[Stored items]
◆ ◆ ◆ ◆ ◆ ◆ ◆
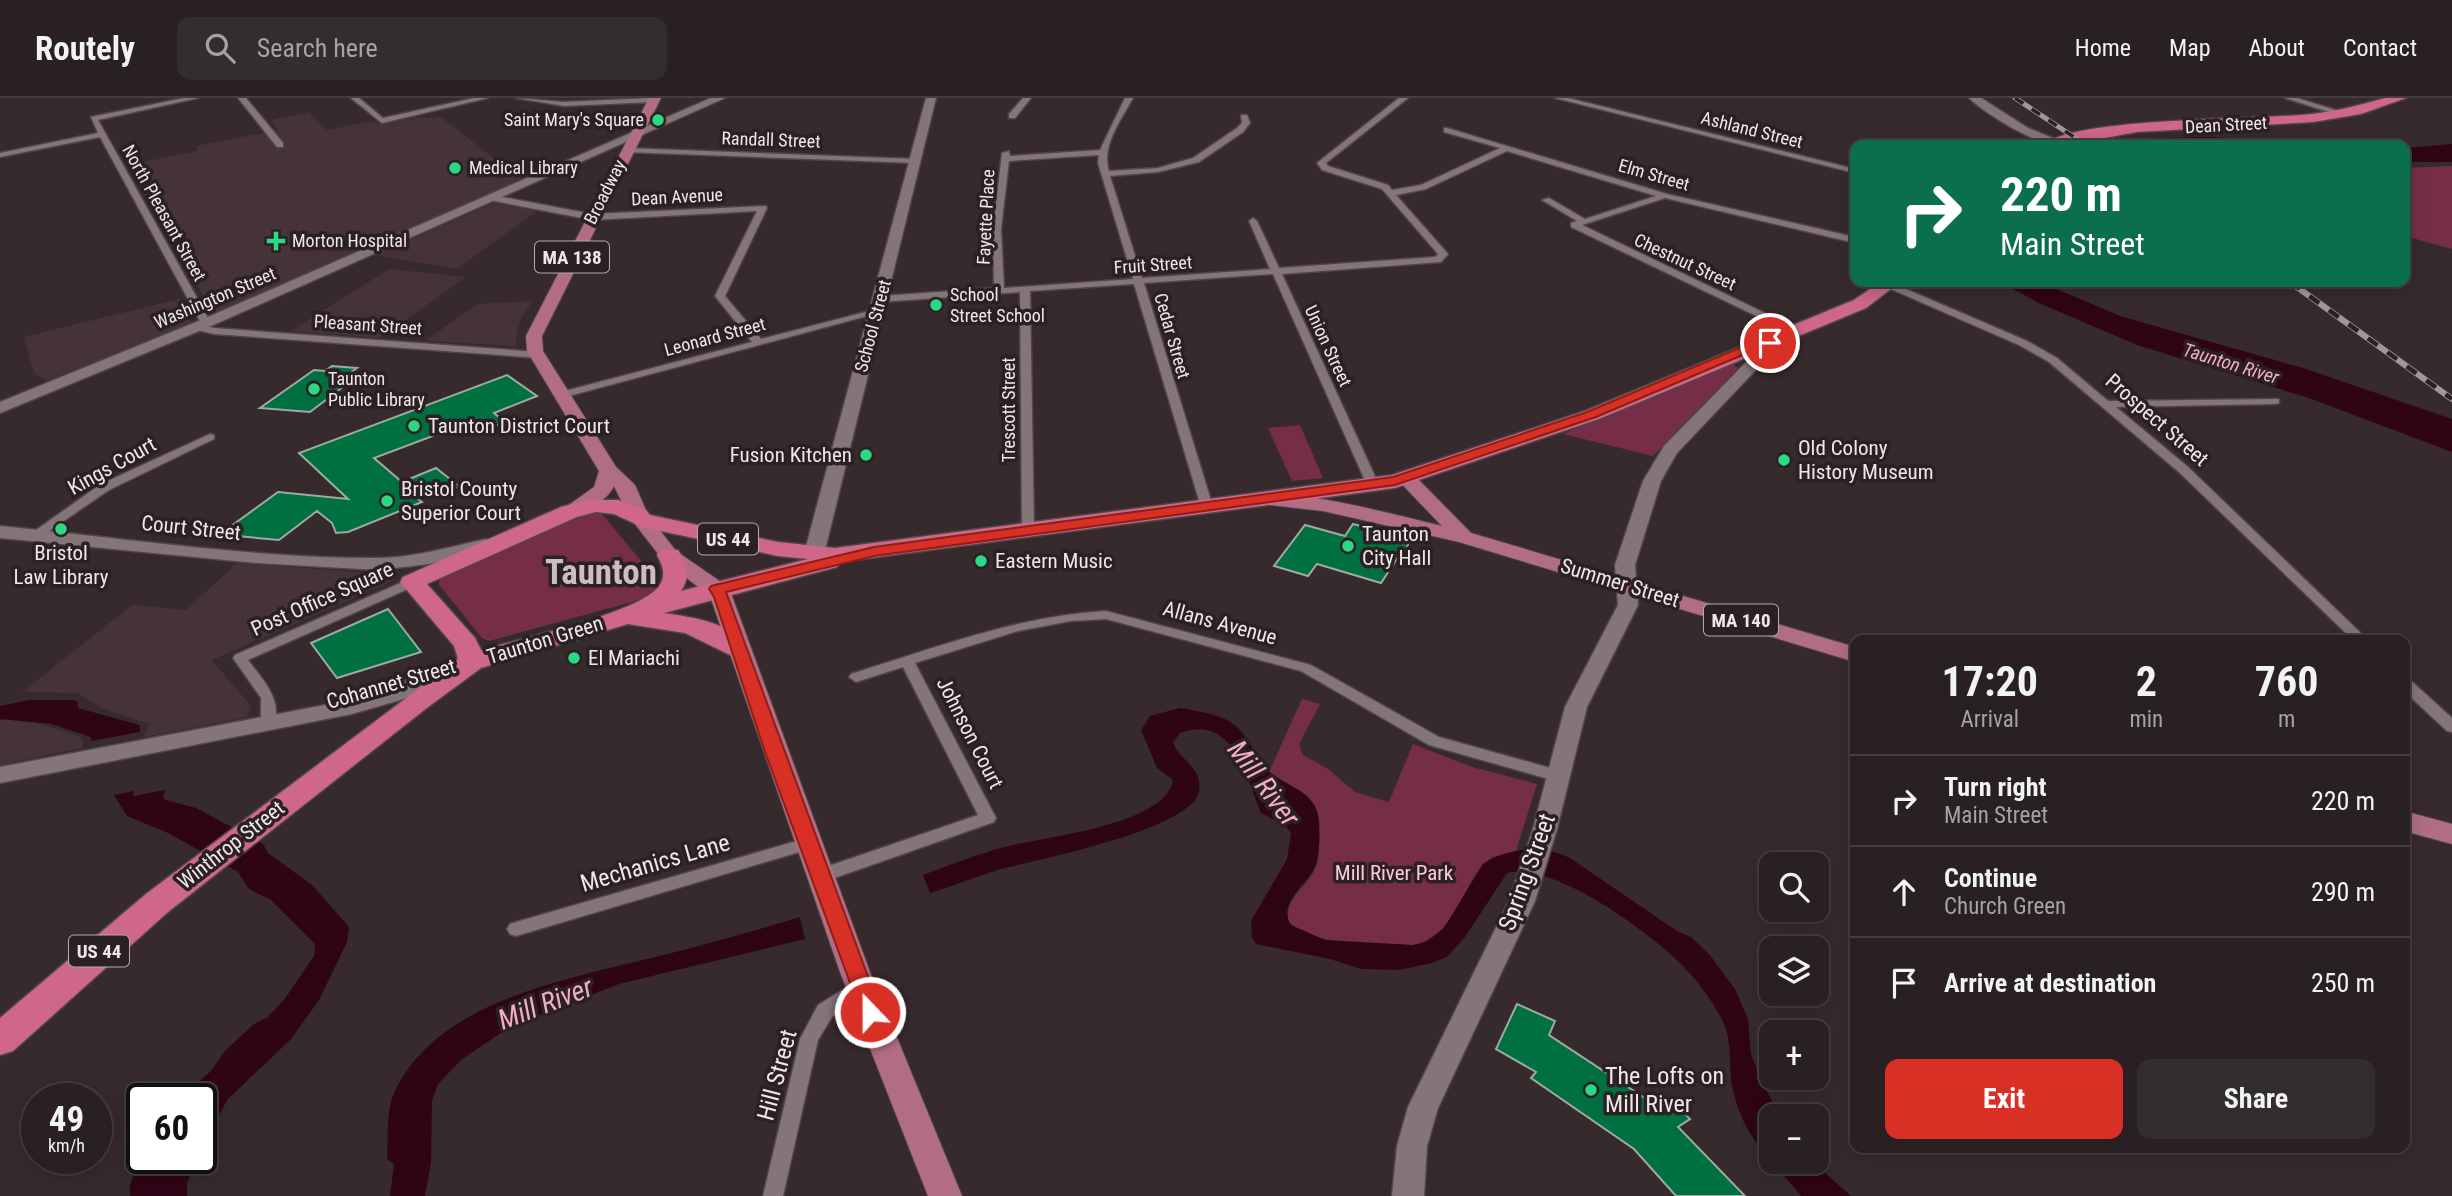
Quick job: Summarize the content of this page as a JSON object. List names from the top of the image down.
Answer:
{
  "streets": {
    "highway": [
      "Dean Street",
      "US 44",
      "Taunton Green",
      "Winthrop Street"
    ],
    "main road": [
      "Broadway",
      "MA 138",
      "Washington Street",
      "School Street",
      "Court Street",
      "Summer Street",
      "MA 140",
      "Cohannet Street",
      "Spring Street"
    ],
    "street": [
      "Ashland Street",
      "Randall Street",
      "Elm Street",
      "Dean Avenue",
      "North Pleasant Street",
      "Fayette Place",
      "Chestnut Street",
      "Fruit Street",
      "Pleasant Street",
      "Cedar Street",
      "Leonard Street",
      "Union Street",
      "Trescott Street",
      "Prospect Street",
      "Kings Court",
      "Post Office Square",
      "Allans Avenue",
      "Johnson Court",
      "Mechanics Lane",
      "Hill Street"
    ]
  },
  "crossings": [
    ["Randall Street", "Broadway"],
    ["Randall Street", "School Street"],
    ["Broadway", "Dean Avenue"],
    ["Broadway", "Washington Street"],
    ["Broadway", "Pleasant Street"],
    ["Dean Avenue", "Washington Street"],
    ["Dean Avenue", "Leonard Street"],
    ["North Pleasant Street", "Washington Street"],
    ["North Pleasant Street", "Pleasant Street"],
    ["Fayette Place", "Fruit Street"],
    ["Fayette Place", "Cedar Street"],
    ["Chestnut Street", "US 44"],
    ["Fruit Street", "School Street"],
    ["Fruit Street", "Cedar Street"],
    ["Fruit Street", "Leonard Street"],
    ["Fruit Street", "Union Street"],
    ["Fruit Street", "Trescott Street"],
    ["Washington Street", "Pleasant Street"],
    ["School Street", "Leonard Street"],
    ["School Street", "US 44"],
    ["Cedar Street", "US 44"],
    ["Union Street", "US 44"],
    ["Trescott Street", "US 44"],
    ["Kings Court", "Court Street"],
    ["Court Street", "US 44"],
    ["Court Street", "Post Office Square"],
    ["Court Street", "Taunton Green"],
    ["US 44", "Summer Street"],
    ["US 44", "Post Office Square"],
    ["US 44", "Taunton Green"],
    ["US 44", "Spring Street"],
    ["Summer Street", "Spring Street"],
    ["Post Office Square", "Taunton Green"],
    ["Post Office Square", "Cohannet Street"],
    ["Allans Avenue", "Johnson Court"],
    ["Allans Avenue", "Spring Street"],
    ["Taunton Green", "Cohannet Street"],
    ["Taunton Green", "Winthrop Street"],
    ["Cohannet Street", "Winthrop Street"]
  ],
  "districts": ["Taunton"],
  "water": ["Taunton River", "Mill River"],
  "parks": ["Mill River Park"],
  "places": {
    "other": [
      "Saint Mary's Square",
      "Medical Library",
      "School Street School",
      "Taunton Public Library",
      "Taunton District Court",
      "Fusion Kitchen",
      "Old Colony History Museum",
      "Bristol County Superior Court",
      "Bristol Law Library",
      "Taunton City Hall",
      "Eastern Music",
      "El Mariachi",
      "The Lofts on Mill River"
    ],
    "health": ["Morton Hospital"]
  },
  "page": {
    "header": "Routely",
    "search": "Search here",
    "nav": [
      "Home",
      "Map",
      "About",
      "Contact"
    ],
    "turn": ["220 m", "Main Street"],
    "eta": [
      "17:20",
      "Arrival",
      "2",
      "min",
      "760",
      "m"
    ],
    "list": [
      {
        "name": "Turn right",
        "note": "Main Street",
        "value": "220 m"
      },
      {
        "name": "Continue",
        "note": "Church Green",
        "value": "290 m"
      },
      {
        "name": "Arrive at destination",
        "value": "250 m"
      }
    ],
    "map_buttons": ["+", "−"],
    "buttons": ["Exit", "Share"],
    "speed": "49 km/h",
    "limit": "60"
  }
}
◆ ◆ ◆ ◆ ◆ ◆ ◆
• [WHAT YOU WILL DO]: Each line that contains the string "Winthrop" should be copied from the data above.

• [OUTPUT]:
      "Winthrop Street"
    ["Taunton Green", "Winthrop Street"],
    ["Cohannet Street", "Winthrop Street"]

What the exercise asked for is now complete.